** Dataset extract follows **

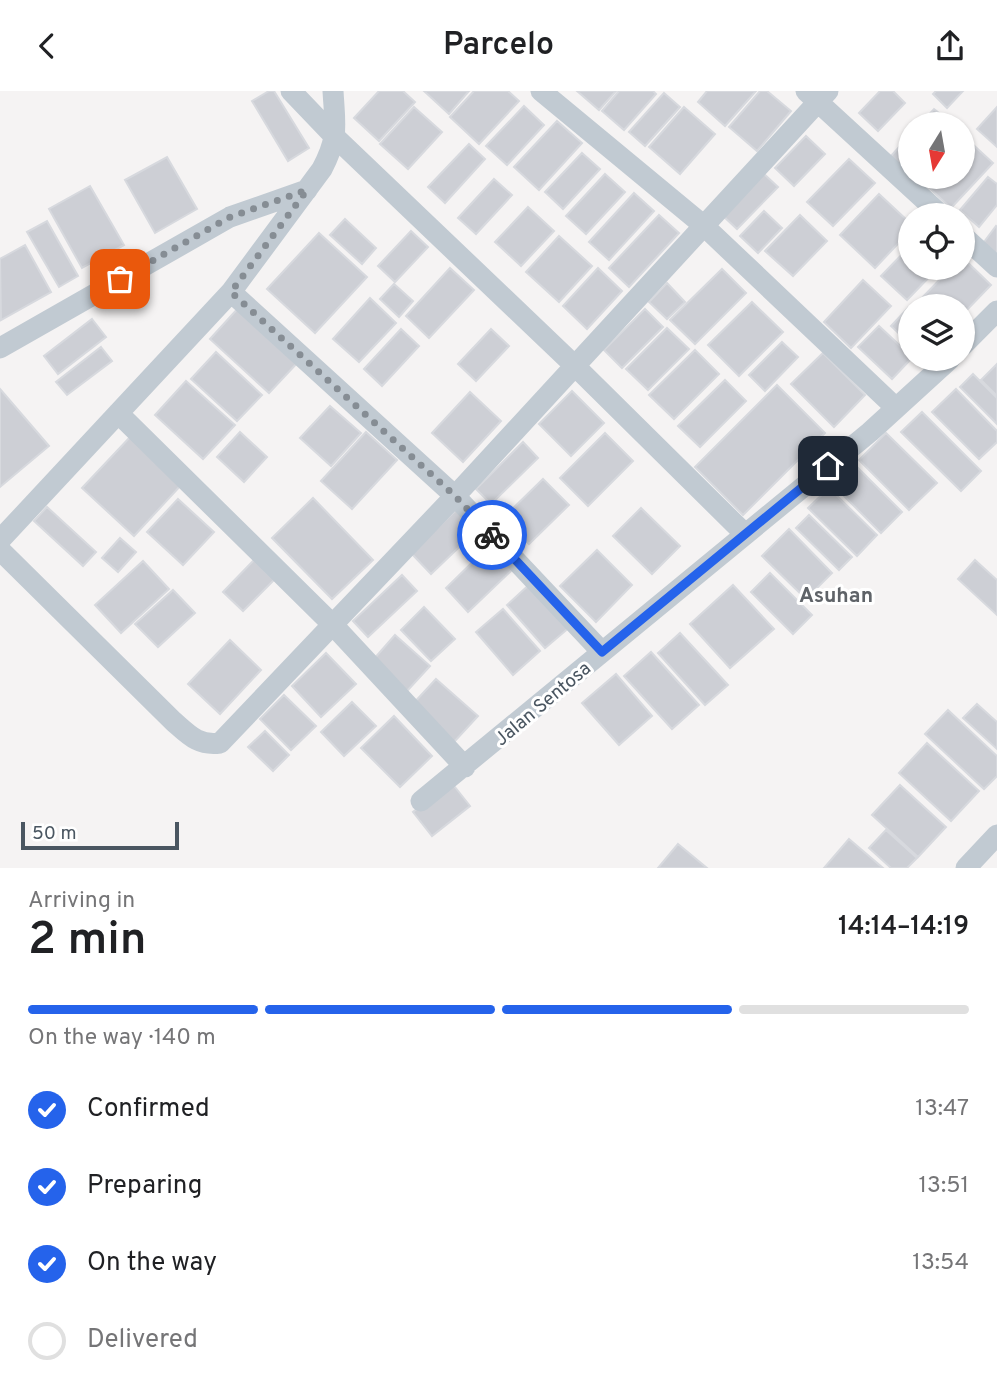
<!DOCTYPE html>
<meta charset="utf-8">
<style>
:root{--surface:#fff;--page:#f6f6f6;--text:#202124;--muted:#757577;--line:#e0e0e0;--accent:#2563eb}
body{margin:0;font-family:Overpass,sans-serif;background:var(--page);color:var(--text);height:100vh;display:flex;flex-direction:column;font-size:26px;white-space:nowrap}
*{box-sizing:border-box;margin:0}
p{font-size:23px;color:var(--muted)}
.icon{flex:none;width:38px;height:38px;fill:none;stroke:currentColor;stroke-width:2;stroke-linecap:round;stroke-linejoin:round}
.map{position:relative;height:777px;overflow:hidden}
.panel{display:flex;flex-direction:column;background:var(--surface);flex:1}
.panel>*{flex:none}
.needle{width:46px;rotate:191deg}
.tools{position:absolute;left:898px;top:21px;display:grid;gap:14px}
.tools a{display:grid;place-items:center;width:77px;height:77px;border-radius:50%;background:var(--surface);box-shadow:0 2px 5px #0004;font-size:35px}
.scale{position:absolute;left:21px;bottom:18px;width:158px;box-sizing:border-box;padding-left:7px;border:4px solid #4a5661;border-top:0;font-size:19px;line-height:24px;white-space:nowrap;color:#4a5661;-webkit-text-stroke:5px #fff;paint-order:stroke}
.pin{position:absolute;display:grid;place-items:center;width:60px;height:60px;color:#fff;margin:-30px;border-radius:14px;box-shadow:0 4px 10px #0006}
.courier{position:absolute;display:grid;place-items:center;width:70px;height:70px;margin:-35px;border:5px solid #2563eb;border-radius:50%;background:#fff;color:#222;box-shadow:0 2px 9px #0007}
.head em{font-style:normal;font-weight:600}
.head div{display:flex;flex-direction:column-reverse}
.head{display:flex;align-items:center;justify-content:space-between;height:119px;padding:0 28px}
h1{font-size:46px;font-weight:600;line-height:52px}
.bar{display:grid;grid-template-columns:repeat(4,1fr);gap:10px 7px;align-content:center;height:84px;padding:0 28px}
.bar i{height:9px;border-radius:5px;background:var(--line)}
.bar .current{background:var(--accent)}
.bar p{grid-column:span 4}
ol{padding:0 28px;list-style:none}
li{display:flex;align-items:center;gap:21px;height:77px}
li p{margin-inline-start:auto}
li .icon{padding:7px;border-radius:50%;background:var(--accent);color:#fff;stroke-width:4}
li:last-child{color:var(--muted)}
li i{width:38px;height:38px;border:4px solid var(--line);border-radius:50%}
header{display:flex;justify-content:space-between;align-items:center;height:91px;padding:0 28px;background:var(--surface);font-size:32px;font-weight:600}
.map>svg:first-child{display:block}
</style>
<header><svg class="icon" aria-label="back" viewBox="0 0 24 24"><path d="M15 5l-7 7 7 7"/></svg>Parcelo<svg class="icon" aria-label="share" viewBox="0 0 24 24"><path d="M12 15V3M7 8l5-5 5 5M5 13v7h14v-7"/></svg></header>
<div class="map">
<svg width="997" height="777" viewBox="0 0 997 777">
<rect width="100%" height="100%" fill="#f5f3f3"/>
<path fill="#cdcfd5" stroke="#d7d9de" stroke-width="2" d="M269 0H274L309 57 288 70 252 10Z
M379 0H403L415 11 379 50 354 27Z
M424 0H469L449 23Z
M474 0H508L519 10 479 53 450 26Z
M577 0H616L599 19Z
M619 0H653L656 3 624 39 602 20Z
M707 0H756L725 35 698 11Z
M760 0H767L791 20 757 60 729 36Z
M880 0H893L905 12 878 40 859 22Z
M936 0H963L947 17 933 3Z
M664 2 680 16 645 55 629 41Z
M524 15 544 34 507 74 486 55Z
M414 16 442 41 408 78 380 53Z
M684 16 715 43 680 83 649 56Z
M997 16V56L977 38Z
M934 18 949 30 946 33H920Z
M557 30 582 52 539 99 514 76Z
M910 44V72L904 79 890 66Z
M806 45 825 63 794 95 775 77Z
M968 49 993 72 951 117 926 94 934 86H962V55Z
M469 53 485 68 445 112 428 96Z
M582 62 600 78 563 118 545 101Z
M167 66 197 118 155 142 125 89Z
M849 68 875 92 833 135 807 111Z
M763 82 778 96 737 138 722 124Z
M605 83 625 101 586 143 566 125Z
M988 86 997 93V114L979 136 960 119Z
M494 88 512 104 476 143 458 127Z
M90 95 124 154 82 177 49 118Z
M634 102 654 120 609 169 589 151Z
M879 103 910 132V140L875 177 840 144Z
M528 116 554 140 521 175 495 151Z
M764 120 782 137 758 162 740 145Z
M659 124 679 142 629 196 609 177Z
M800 124 827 150 793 185 765 160Z
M345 128 376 157 362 173 330 144Z
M47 130 78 185 59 196 27 141Z
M996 135 997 136V166L981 155Z
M411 140 428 156 395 191 378 175Z
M319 142 367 186 315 242 267 198Z
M559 145 592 175 559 211 526 181Z
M25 154 51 201 1 229 0 168Z
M910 155V177H938L907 209 881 185Z
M962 166 991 194 962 224V215H914L951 177H962Z
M450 177 474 199 429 247 406 225Z
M598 177 622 200 587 238 563 215Z
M722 178 746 202 695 253 670 229Z
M863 189 891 215 851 257 824 231Z
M667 192 685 211 667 228 649 211Z
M394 193 413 210 399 226 380 208Z
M370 207 396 232 359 271 333 248Z
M752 211 783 241 739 285 708 254Z
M241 214 300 269 269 302 210 248Z
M908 217 910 219V253L891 235Z
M645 218 663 236 622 277 604 259Z
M92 228 106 246 58 283 44 265Z
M879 235 910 264 911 268 892 288 858 256Z
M667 237 689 258 648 299 626 278Z
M401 238 419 255 382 295 364 278Z
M491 238 509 255 476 290 458 273Z
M782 251 798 266 765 300 749 284Z
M101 256 112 270 67 304 56 291Z
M695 259 719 283 674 328 649 304Z
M216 261 262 304 237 330 191 288Z
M823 262 865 304 834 336 791 293Z
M997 273V305L981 289Z
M973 283 997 307V333L960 296Z
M725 289 746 310 700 356 678 335Z
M186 290 235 334 203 368 155 324Z
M777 294 825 342 743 424 695 376Z
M0 298 49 355 0 396Z
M956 298 997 340V351L979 368 932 321Z
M572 300 604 332 571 365 539 333Z
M470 301 501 330 463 371 432 342Z
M330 315 361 342 331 375 300 347Z
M922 321 981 380 961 400 901 341Z
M240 341 267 366 244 391 217 366Z
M366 341 397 369 352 418 321 390Z
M605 342 633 370 588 415 560 387Z
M886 342 937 392 909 419 859 369Z
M132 344 183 392 134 445 82 397Z
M523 351 538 367 491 413 476 398Z
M857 376 902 421 881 442 836 397Z
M543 388 569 414 529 453 503 427Z
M829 397 877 444 857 465 808 417Z
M313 407 373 469 332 508 272 447Z
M178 408 214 441 183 474 147 441Z
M47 416 96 461 83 475 34 430Z
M641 417 680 455 652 483 613 445Z
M456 419 476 440 431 483 411 462Z
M809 424 852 466 839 479 796 437Z
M789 438 832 482 806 508 762 465Z
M120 447 136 461 118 481 102 467Z
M490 454 513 478 468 521 446 497Z
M597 459 632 494 596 531 560 495Z
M254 469 274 489 243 520 223 501Z
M975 469 997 489V524L958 488Z
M143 470 169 498 121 542 95 514Z
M770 482 812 524 793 543 751 501Z
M402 484 417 500 368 546 353 530Z
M531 492 570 536 545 557 507 514Z
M733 494 774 538 730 577 690 533Z
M173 499 195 522 158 556 135 533Z
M424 516 455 548 431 570 401 539Z
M503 518 540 560 513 584 476 541Z
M680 542 728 594 705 614 658 562Z
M395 544 430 575 407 600 373 569Z
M230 549 261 579 220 623 188 593Z
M651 561 699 614 672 638 624 585Z
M326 562 356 593 321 626 292 595Z
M616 583 652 625 619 654 582 612Z
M436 588 478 625 453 652 411 615Z
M284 604 316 635 291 659 260 628Z
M352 611 376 635 344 665 321 641Z
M977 613 997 631V658L963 627Z
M948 619 997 665V685L984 698 925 643Z
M394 625 432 665 400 696 361 657Z
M265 640 289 664 273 680 248 656Z
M927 652 979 700 951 730 899 682Z
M451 691 470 715 432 745 413 721Z
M900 694 946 736 918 766 872 724Z
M886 739 917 767 907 777H891L869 757Z
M849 748 883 777H824Z
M678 753 707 777H658Z"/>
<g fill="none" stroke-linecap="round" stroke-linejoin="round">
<path stroke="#c1cad2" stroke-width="21" d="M291 0 335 46 575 275 745 443
M541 0 703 134 896 317
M806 0 941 124
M962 144 997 176
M231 201 455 405 602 561
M962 255 997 220
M0 257 230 126 307 99
M118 322 333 534 465 676
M0 449 231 201 322 78C339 46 335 35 333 0
M0 459 173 630C189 644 198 655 220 652L455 405 828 0
M421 710 870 341 950 268
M966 777 997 744"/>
</g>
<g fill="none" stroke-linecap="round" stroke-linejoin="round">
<path stroke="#868d94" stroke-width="7" stroke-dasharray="0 12.6" d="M120 188 230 126 307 99 231 201 455 405 492 444"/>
<path stroke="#2563eb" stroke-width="9" d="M492 444 602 561 828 375"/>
</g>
<g text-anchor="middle" stroke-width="6" stroke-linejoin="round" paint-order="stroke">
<g font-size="19" fill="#4a5661" stroke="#fff">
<text transform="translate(542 612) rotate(-40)" y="7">Jalan Sentosa</text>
</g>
<g font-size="21" font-weight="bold" fill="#5f6368" stroke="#fff">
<text x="836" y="511">Asuhan</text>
</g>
</g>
</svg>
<div class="tools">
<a><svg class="needle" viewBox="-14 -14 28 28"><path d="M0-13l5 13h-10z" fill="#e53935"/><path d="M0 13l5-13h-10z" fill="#757577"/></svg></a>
<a><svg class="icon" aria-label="locate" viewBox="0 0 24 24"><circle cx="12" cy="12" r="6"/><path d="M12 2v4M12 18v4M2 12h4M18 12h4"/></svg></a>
<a><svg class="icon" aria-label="layers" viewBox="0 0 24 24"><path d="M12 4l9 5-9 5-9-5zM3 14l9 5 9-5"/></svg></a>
</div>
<div class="scale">50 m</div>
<div class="pin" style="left:120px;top:188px;background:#ea580c"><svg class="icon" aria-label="bag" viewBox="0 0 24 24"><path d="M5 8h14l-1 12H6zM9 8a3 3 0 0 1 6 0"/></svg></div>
<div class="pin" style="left:828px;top:375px;background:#1f2937"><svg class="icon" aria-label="home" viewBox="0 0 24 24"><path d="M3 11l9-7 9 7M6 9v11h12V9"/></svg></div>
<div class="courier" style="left:492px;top:444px"><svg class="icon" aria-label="bike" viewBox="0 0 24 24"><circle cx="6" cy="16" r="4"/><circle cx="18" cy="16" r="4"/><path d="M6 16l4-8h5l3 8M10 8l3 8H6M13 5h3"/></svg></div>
</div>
<section class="panel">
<div class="head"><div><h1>2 min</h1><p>Arriving in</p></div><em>14:14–14:19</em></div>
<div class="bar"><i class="current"></i><i class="current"></i><i class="current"></i><i></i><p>On the way · 140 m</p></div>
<ol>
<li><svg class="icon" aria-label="check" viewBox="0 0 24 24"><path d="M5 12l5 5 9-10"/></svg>Confirmed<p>13:47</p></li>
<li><svg class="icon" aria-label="check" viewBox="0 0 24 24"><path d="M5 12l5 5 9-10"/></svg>Preparing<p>13:51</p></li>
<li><svg class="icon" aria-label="check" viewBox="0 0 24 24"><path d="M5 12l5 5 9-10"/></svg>On the way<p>13:54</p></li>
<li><i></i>Delivered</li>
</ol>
</section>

** End of Dataset extract **

**Task goal**
Look through the material above for the string "direction" and copy each line that has it.

**Answer box**
body{margin:0;font-family:Overpass,sans-serif;background:var(--page);color:var(--text);height:100vh;display:flex;flex-direction:column;font-size:26px;white-space:nowrap}
.panel{display:flex;flex-direction:column;background:var(--surface);flex:1}
.head div{display:flex;flex-direction:column-reverse}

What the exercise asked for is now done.